The big bad World is not so sweet.
Boy band romance left for dead.
A faded smile above your bed.

Time moved on and so must you.
Something old, battered and blue.
With your mum's good looks and ya dad's despair...
Pierced naval, nose and vacant stare.


Unstable, disable attention craver.
Bubble gum girl has lost her flavour.
When the world around you lost its head
you turned your back. You stayed in bed.


Excerpt from "Bubble Gum Girl..." $neak Technique

 


I came for a holiday, or something. I kissed Riley's cheek and then packed my bags. Pants, shirts, tees, socks - the usual, toothpaste, a hair comb...

I told Willow that I wanted to get away for a while. I grabbed my camera, and some books on Mexican geography. I planned out my route. I chewed bubble gum on the greyhound to San Diego. The charter plane was small. I met some guys, one of them said I was pretty, I smiled back.

I am pretty.

I arrived at the hotel. I'm somewhere near Puerto Penasco on the coast. The hotel smells of sweat, and old sandals...some sand and fresh fish. The woman who runs the place smiled at me. She's very maternal looking. She said I have beautiful hair, leaning over her thick wooden desk she asked me why I'm here alone. She has a beautiful accent and wears flowers in her dark hair. I like her, she's warm, she shouts fractured sentences at her husband and has this wonderful shrill way of saying 'Carlos.'

I told them I needed to get away. I went out onto the beach. Beautiful beach, really great waves as well...I wondered why I didn't invite Riley to come with me. We could have sat on the beach...maybe, I don't know, it felt wrong. Riley's got a whole bunch of stuff he has to deal with on his own.

So, I enjoyed the scenery. I ate sandwiches and drank cola from glass bottles. It was good, wholesome, you know? I don't know really, but it sounded right. At least it felt someway self-indulgent, like I was doing this for me.

The sun set on the beach.

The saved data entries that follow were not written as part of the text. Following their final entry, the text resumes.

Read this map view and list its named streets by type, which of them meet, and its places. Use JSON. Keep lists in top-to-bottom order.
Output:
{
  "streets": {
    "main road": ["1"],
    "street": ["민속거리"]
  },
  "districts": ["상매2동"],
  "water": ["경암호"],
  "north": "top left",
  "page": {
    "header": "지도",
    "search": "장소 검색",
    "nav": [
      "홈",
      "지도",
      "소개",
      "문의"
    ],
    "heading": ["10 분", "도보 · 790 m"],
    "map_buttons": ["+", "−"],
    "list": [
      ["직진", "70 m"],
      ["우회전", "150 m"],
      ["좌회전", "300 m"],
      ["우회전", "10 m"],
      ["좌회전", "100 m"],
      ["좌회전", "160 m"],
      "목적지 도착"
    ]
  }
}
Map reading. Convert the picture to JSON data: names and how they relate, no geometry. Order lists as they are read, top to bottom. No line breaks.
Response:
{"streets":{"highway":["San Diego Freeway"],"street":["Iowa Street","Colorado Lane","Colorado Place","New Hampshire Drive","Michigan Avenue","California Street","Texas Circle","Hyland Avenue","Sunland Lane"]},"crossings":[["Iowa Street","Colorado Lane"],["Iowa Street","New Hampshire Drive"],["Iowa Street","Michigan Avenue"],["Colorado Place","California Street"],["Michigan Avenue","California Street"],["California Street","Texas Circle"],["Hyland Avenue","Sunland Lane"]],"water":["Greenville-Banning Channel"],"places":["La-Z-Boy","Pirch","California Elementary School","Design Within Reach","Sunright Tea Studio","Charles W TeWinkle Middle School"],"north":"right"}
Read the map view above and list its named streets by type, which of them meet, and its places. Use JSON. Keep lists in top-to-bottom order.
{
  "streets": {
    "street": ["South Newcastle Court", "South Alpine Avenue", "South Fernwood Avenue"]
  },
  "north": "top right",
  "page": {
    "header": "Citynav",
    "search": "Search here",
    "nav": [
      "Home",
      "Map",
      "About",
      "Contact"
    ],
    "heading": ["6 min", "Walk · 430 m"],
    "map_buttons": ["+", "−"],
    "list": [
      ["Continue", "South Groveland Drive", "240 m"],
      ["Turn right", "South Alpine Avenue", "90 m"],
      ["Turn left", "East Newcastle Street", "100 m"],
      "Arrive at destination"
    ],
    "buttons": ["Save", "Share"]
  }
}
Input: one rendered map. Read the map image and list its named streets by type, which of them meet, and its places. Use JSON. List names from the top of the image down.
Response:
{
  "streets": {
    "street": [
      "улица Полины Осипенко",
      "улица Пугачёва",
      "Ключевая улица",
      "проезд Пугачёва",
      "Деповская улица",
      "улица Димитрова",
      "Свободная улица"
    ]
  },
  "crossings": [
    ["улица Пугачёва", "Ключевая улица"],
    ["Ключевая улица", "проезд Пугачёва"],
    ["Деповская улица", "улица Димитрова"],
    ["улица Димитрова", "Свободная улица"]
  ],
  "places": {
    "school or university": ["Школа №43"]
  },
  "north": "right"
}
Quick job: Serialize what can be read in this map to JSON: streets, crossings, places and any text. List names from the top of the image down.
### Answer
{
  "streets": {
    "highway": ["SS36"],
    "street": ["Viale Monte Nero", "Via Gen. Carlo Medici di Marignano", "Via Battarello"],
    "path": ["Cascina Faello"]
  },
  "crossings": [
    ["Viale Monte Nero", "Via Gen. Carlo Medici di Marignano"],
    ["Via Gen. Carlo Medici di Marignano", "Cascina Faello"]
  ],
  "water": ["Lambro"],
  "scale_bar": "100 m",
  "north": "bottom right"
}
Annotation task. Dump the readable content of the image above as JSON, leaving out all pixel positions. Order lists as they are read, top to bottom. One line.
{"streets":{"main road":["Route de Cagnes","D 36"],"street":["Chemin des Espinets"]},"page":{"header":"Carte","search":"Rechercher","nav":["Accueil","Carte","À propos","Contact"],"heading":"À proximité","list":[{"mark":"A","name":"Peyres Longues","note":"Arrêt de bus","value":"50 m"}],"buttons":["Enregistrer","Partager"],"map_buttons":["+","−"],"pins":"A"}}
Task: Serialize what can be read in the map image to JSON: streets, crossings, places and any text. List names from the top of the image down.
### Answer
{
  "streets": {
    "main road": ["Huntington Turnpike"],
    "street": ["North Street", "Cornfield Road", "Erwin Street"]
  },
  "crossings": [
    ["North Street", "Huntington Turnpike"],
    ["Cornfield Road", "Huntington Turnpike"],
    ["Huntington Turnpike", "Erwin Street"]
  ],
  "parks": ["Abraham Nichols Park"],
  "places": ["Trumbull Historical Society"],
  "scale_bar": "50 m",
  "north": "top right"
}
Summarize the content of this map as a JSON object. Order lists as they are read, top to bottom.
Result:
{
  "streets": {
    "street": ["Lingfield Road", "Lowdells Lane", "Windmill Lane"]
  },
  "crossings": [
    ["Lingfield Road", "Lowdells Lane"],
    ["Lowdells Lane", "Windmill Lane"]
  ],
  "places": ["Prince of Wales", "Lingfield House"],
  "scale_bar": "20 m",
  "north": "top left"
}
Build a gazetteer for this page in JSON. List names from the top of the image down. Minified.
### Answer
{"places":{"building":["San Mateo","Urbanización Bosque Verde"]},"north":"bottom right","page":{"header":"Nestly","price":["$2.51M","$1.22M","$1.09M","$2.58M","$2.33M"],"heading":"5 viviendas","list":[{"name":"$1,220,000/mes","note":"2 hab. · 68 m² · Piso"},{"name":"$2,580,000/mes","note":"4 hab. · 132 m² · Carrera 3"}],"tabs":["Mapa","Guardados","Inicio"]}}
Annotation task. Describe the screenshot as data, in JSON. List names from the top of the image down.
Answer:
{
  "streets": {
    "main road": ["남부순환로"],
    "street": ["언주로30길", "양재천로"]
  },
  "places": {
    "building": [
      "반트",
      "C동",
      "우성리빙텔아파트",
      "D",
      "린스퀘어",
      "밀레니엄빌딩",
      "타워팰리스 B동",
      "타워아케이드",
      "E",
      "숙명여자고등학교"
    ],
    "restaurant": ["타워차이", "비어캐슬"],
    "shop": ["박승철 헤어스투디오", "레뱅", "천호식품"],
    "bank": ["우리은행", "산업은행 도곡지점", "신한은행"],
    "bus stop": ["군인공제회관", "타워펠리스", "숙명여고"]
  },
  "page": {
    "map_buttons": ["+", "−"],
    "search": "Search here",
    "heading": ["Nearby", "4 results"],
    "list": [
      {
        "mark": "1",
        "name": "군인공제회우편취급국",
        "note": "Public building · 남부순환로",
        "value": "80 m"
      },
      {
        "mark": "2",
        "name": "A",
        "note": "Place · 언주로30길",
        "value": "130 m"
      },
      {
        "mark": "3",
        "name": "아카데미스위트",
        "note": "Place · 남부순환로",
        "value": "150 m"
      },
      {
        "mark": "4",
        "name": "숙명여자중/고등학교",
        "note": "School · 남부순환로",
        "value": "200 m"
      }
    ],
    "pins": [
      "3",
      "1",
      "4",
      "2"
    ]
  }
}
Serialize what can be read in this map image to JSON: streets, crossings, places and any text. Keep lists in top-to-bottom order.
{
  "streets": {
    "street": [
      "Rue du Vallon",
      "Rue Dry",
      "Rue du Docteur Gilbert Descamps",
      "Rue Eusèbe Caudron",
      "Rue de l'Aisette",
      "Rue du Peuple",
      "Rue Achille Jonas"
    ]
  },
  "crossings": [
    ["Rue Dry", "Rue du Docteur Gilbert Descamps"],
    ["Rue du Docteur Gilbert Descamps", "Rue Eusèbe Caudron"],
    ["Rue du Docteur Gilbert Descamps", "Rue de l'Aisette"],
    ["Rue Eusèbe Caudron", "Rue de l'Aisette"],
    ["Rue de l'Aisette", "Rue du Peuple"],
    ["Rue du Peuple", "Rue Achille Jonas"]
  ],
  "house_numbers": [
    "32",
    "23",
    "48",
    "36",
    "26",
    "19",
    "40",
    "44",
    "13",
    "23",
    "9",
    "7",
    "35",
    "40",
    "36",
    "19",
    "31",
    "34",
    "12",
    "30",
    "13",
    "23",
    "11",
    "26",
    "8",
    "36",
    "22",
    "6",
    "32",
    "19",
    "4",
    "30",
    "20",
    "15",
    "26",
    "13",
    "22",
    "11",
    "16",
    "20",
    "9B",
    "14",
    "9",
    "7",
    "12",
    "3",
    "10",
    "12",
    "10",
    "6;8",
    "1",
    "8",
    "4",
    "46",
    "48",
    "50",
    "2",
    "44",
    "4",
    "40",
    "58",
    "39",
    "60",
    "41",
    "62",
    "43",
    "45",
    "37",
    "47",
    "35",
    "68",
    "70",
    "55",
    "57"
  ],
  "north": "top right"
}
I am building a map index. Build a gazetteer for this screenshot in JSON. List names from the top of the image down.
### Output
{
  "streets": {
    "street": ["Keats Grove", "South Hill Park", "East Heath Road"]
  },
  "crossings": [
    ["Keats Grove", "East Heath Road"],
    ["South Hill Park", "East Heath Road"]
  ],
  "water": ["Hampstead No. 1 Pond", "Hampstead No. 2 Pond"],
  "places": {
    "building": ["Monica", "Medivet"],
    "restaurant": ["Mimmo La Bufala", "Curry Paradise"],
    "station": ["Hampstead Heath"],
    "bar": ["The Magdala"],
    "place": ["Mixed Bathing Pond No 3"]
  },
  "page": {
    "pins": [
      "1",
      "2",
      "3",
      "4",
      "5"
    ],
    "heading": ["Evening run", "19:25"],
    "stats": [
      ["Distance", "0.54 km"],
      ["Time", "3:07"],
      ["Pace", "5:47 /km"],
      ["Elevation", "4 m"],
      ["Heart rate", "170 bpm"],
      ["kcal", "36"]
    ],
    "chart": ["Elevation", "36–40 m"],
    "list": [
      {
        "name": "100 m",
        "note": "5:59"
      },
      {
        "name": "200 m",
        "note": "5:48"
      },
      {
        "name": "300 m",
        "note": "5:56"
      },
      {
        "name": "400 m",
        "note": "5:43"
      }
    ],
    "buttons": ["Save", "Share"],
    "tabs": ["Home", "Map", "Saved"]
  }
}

I took a couple of pictures with my camera and then headed back up the hill to the hotel where I was staying.





I don't know what surprised me more, the fact that everyone was dead, or the fact that I was so shocked.

My initial reaction spun along the lines of: Oh my God, everyone's dead.

Which, routinely enough, was replaced by a Slayer one, number three eight six in the handbook to be exact, : Everyone's dead. Why? Because you're the slayer. Deal with it. Kill vampires. Kill!

I killed the vampires who were left, the others had made it out into the night. They disappeared into little dust mites on the floor. I called the local police and practised my broken Spanish. I was very professional - they wondered if I'd done it, but then I don't look like a mass murderer.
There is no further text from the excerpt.